── Task input

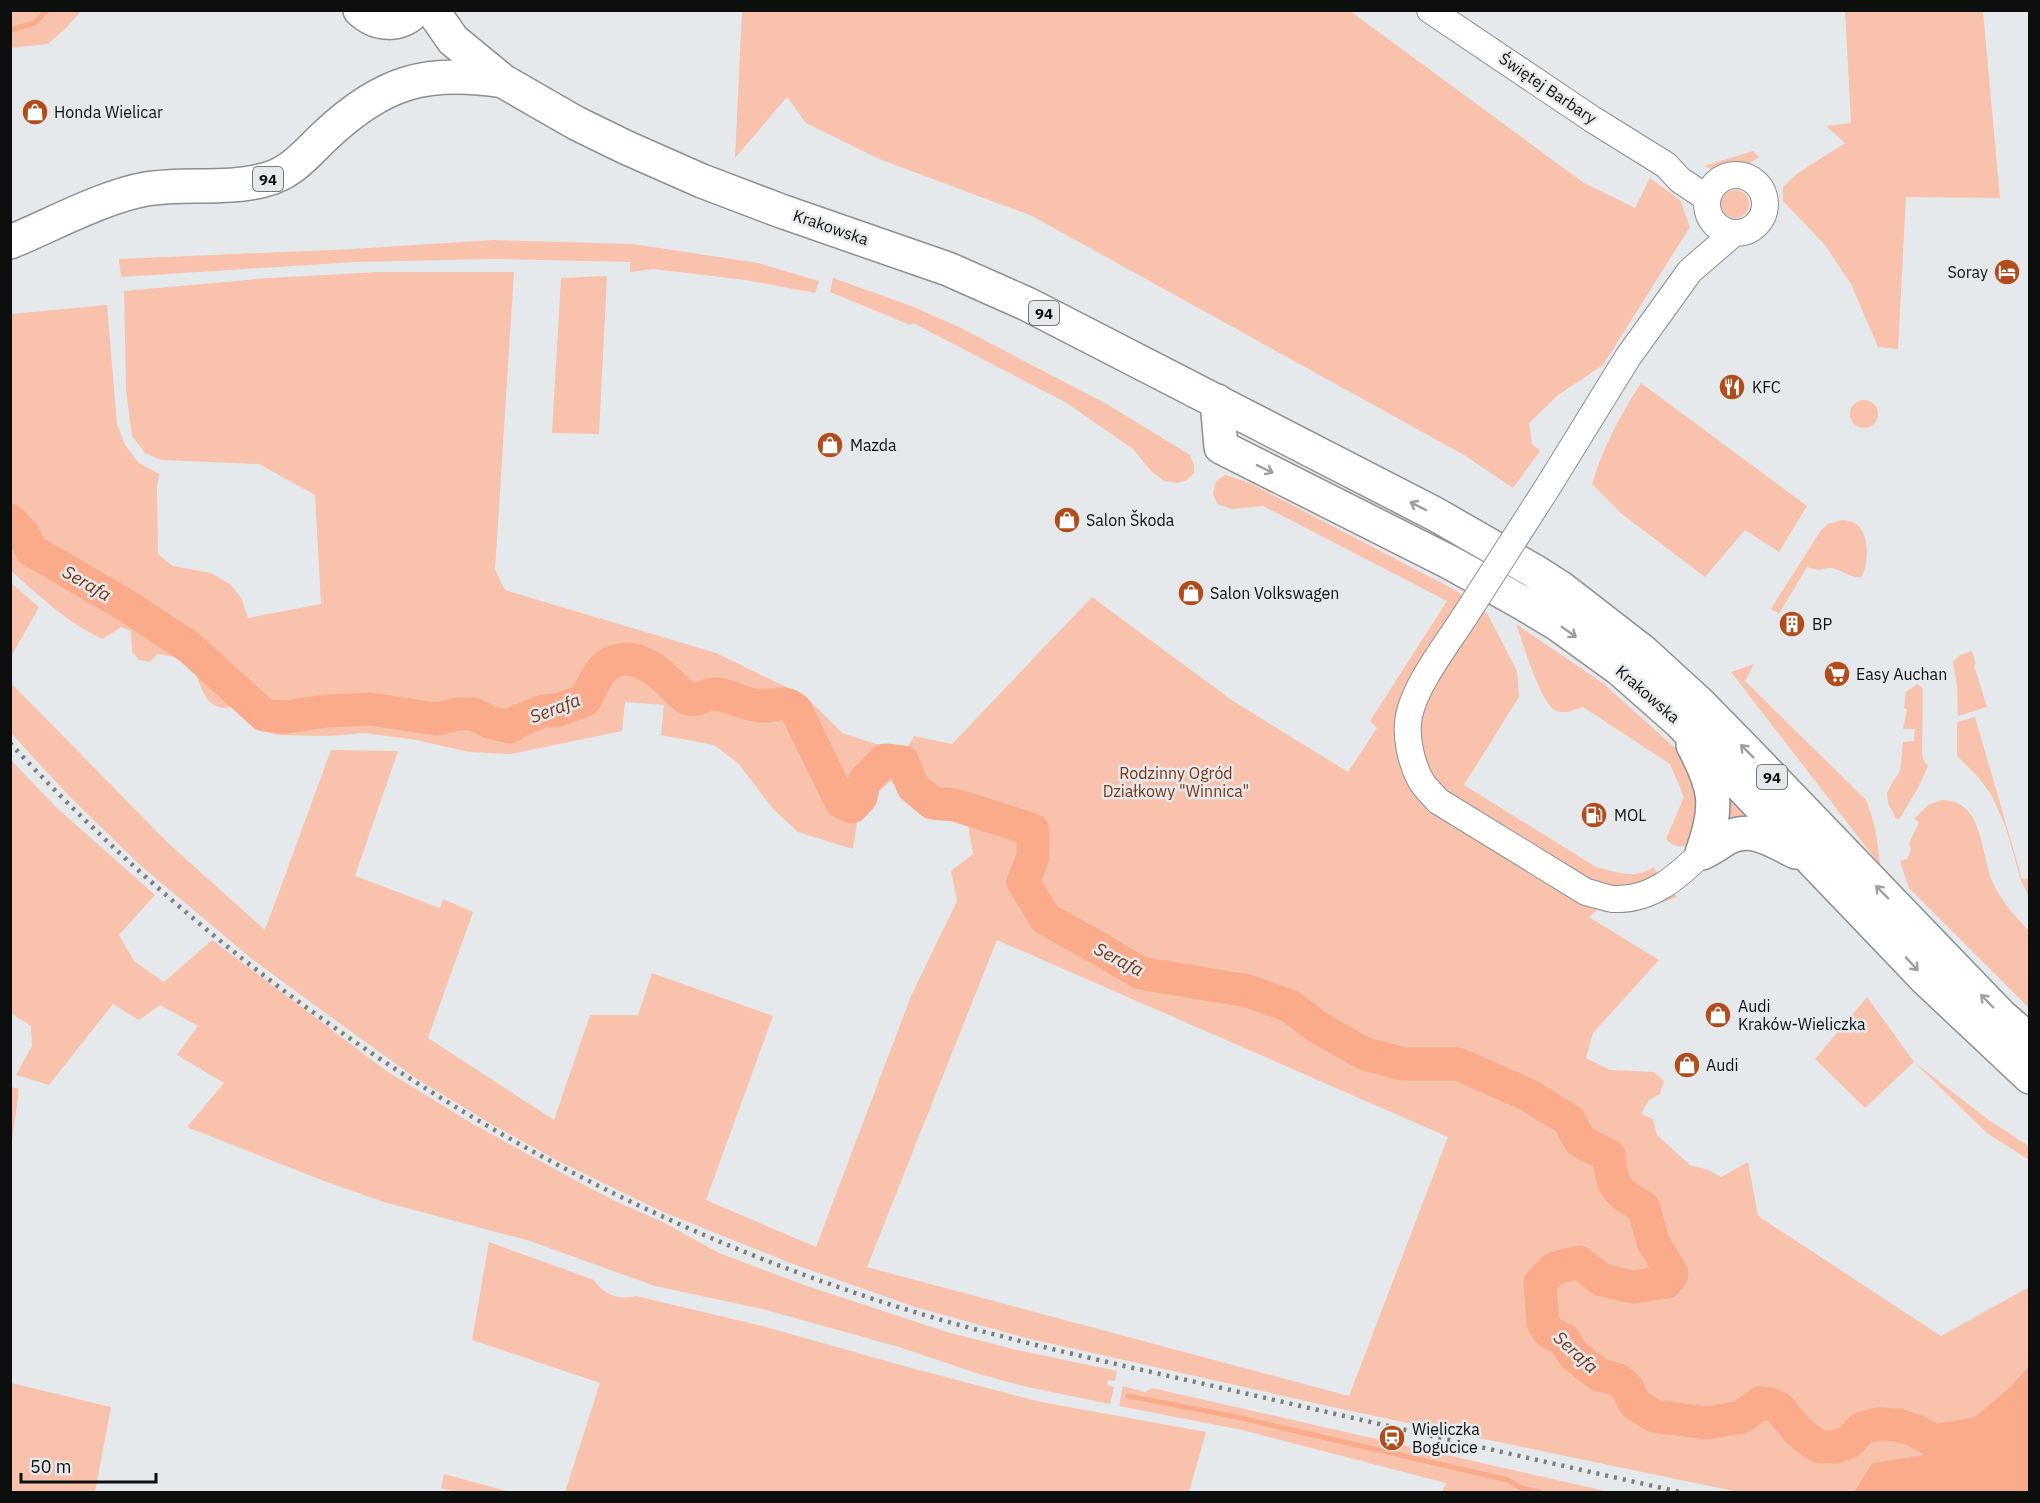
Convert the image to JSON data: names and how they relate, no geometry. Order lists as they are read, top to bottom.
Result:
{
  "streets": {
    "main road": ["94", "Krakowska"],
    "street": ["Świętej Barbary"]
  },
  "crossings": [
    ["94", "Krakowska"]
  ],
  "water": ["Serafa"],
  "parks": ["Rodzinny Ogród Działkowy \"Winnica\""],
  "places": {
    "shop": [
      "Honda Wielicar",
      "Mazda",
      "Salon Škoda",
      "Salon Volkswagen",
      "Audi Kraków-Wieliczka",
      "Audi"
    ],
    "hotel": ["Soray"],
    "restaurant": ["KFC"],
    "building": ["BP"],
    "supermarket": ["Easy Auchan"],
    "fuel station": ["MOL"],
    "station": ["Wieliczka Bogucice"]
  },
  "scale_bar": "50 m"
}
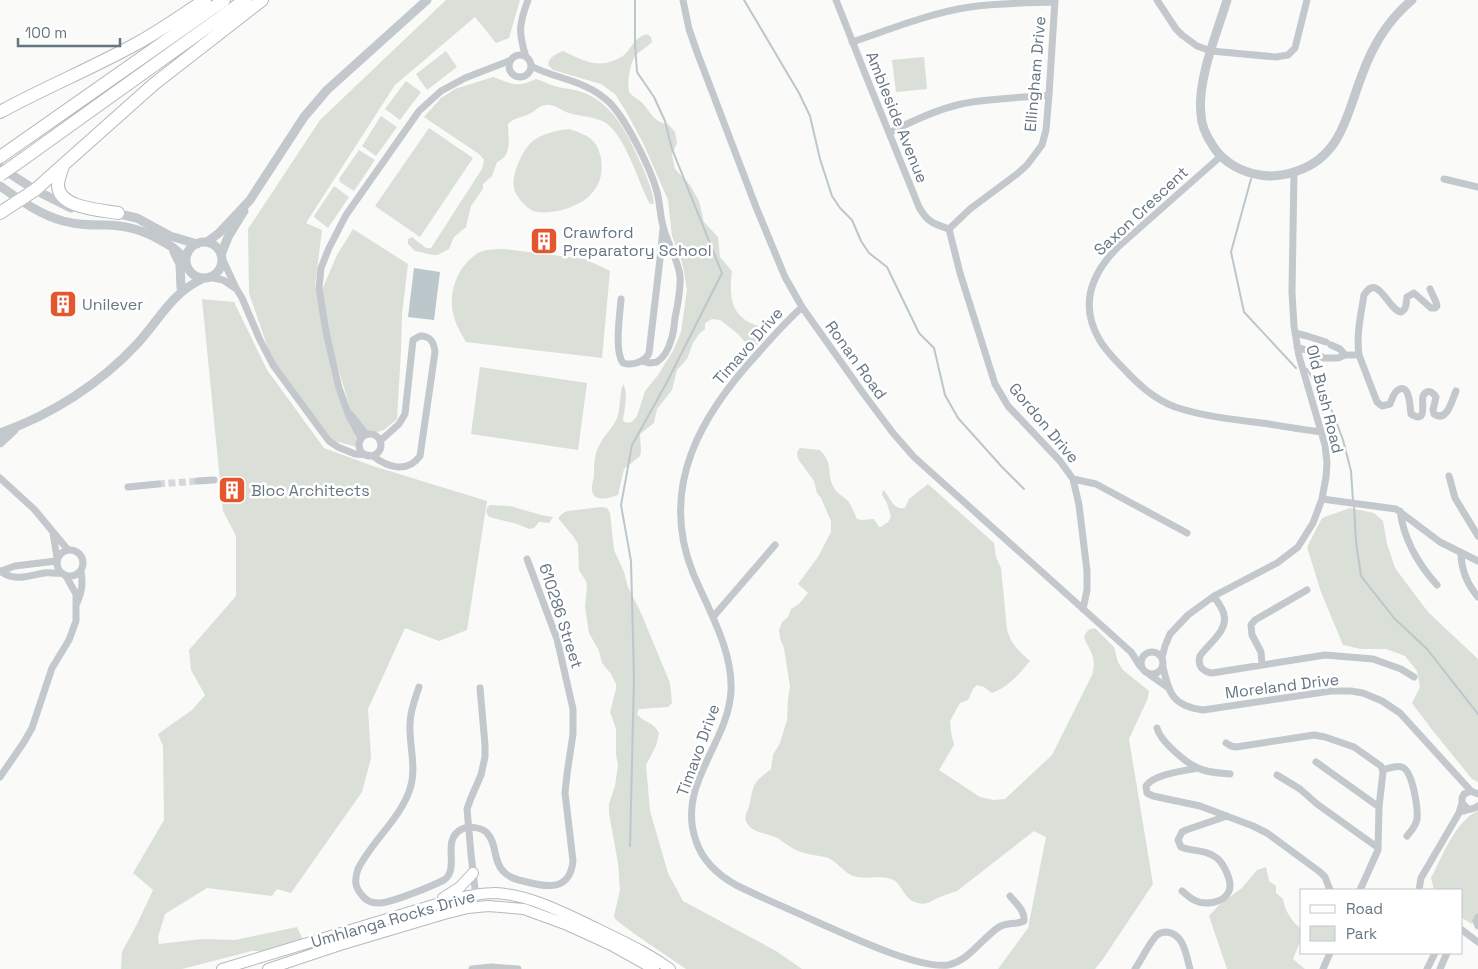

────

Print each record as it appears above, dropping every picture from the copy.

Convert the image to JSON data: names and how they relate, no geometry. Order lists as they are read, top to bottom.
Result:
{
  "streets": {
    "main road": ["94", "Krakowska"],
    "street": ["Świętej Barbary"]
  },
  "crossings": [
    ["94", "Krakowska"]
  ],
  "water": ["Serafa"],
  "parks": ["Rodzinny Ogród Działkowy \"Winnica\""],
  "places": {
    "shop": [
      "Honda Wielicar",
      "Mazda",
      "Salon Škoda",
      "Salon Volkswagen",
      "Audi Kraków-Wieliczka",
      "Audi"
    ],
    "hotel": ["Soray"],
    "restaurant": ["KFC"],
    "building": ["BP"],
    "supermarket": ["Easy Auchan"],
    "fuel station": ["MOL"],
    "station": ["Wieliczka Bogucice"]
  },
  "scale_bar": "50 m"
}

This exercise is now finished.